The sensor exhibits long shelf life and adequate operational stability for environmental and food analysis. The sensor has been validated for saxitoxin detection in waters and shellfish samples and the results show that the anti-STX-saxitoxin interactions employed herein might serve as a suitable model for developing detection schemes for other channel blocking toxins, such as brevetoxin, palytoxin or ciguatoxin. The state of art and advantages of this device are rapid response times (5–20 min, depending on toxin concentration) and nM detection levels without significant interference from other water constituents. The biosensing surface can be easily and reproducibly prepared and renewed. The lipid membrane interface at the biosensing surface provides a biocompatible environment that has proven beneficial in resisting nonspecific adsorption of anionic and cationic species, thus ensuring a low background signal in the assay. The proposed sensor reveals good reproducibility, reusability and selectivity along with a high sensitivity having a slope of ca. ~60 mV/decade over a wide logarithmic range of saxitoxin concentrations ranging from 1 × 10−9 M to 1 × 10−6 M. The proposed scheme can be easily packed into a portable field detector for rapid water quality preliminary assessment for life-threatening contaminants and bioterrorism attacks.

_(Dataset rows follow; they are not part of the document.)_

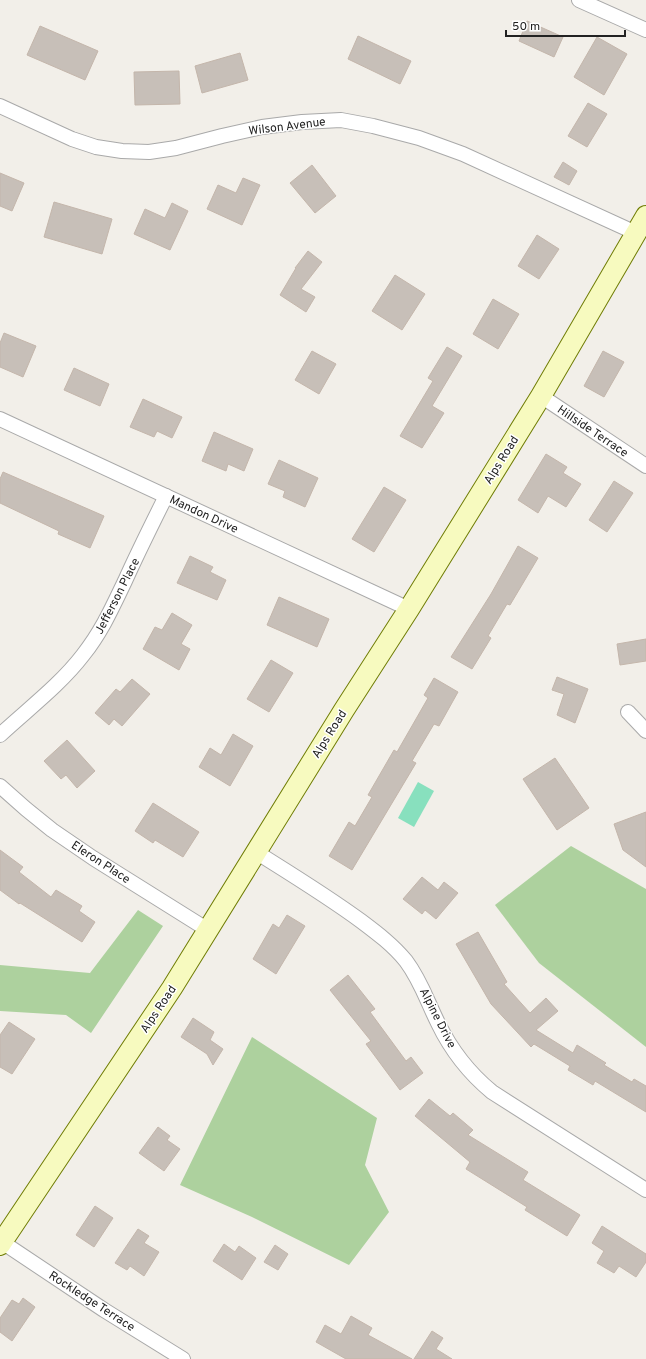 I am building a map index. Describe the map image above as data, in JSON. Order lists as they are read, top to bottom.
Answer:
{
  "streets": {
    "main road": ["Alps Road"],
    "street": [
      "Wilson Avenue",
      "Hillside Terrace",
      "Mandon Drive",
      "Jefferson Place",
      "Eleron Place",
      "Alpine Drive",
      "Rockledge Terrace"
    ]
  },
  "crossings": [
    ["Wilson Avenue", "Alps Road"],
    ["Hillside Terrace", "Alps Road"],
    ["Alps Road", "Mandon Drive"],
    ["Alps Road", "Eleron Place"],
    ["Alps Road", "Alpine Drive"],
    ["Alps Road", "Rockledge Terrace"],
    ["Mandon Drive", "Jefferson Place"]
  ],
  "scale_bar": "50 m"
}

6. Conclusions and Future Trends

The present review paper provides methods of construction of biosensors based on lipid membranes and used for the rapid detection of a wide range of toxins (aflatoxin A1, M1 and B1, cholera toxin, etc.). These biosensors exhibit good selectivity, sensitivity and reproducibility, fast response times, they are easy to construct and can be used by non-skilled personnel for in the field measurements.

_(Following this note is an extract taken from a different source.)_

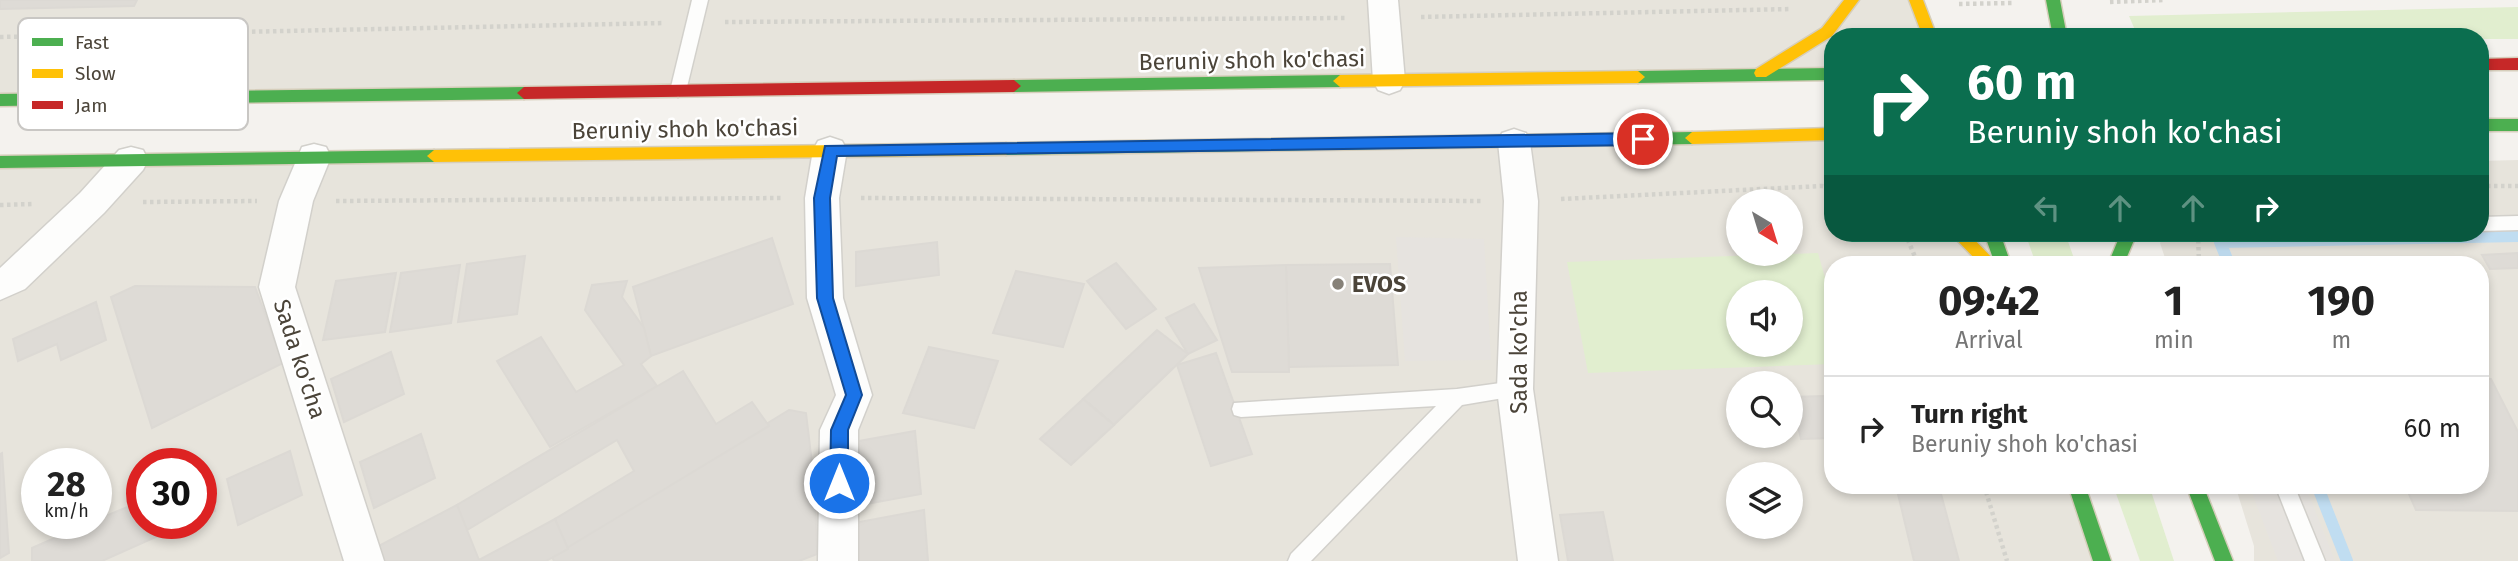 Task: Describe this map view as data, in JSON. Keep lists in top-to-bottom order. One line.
{"streets":{"main road":["Beruniy shoh ko'chasi"],"street":["Sada ko'cha"]},"crossings":[["Beruniy shoh ko'chasi","Sada ko'cha"]],"places":["EVOS"],"legend":["Fast","Slow","Jam"],"north":"bottom right","page":{"turn":["60 m","Beruniy shoh ko'chasi"],"eta":["09:42","Arrival","1","min","190","m"],"list":[{"name":"Turn right","note":"Beruniy shoh ko'chasi","value":"60 m"}],"speed":"28 km/h","limit":"30"}}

The release of toxins cause illness or death in people mainly, animals, or plants. Toxins can be found in nature or are prepared to cause diseases or death. Toxins are food toxicants or terrorism weapons used by terrorists as a method of creating mass panic and disruption to a society. Therefore, it is of primary concern to develop biosensors to detect toxins. Novel recent biosensor technology has significant technological advantages when compared to that of the traditional detection methods. However, biosensor technology still needs to construct a portable device for the rapid detection of Toxins that can be used for in the field measurements or in airports and other cases.

It is now possible to further explore the possibility of investigations of interactions of lipid membranes with other toxins. This novel ultrathin film technology can currently be adapted to the rapid detection of other toxins in foods and those that could be used in bioterrorism.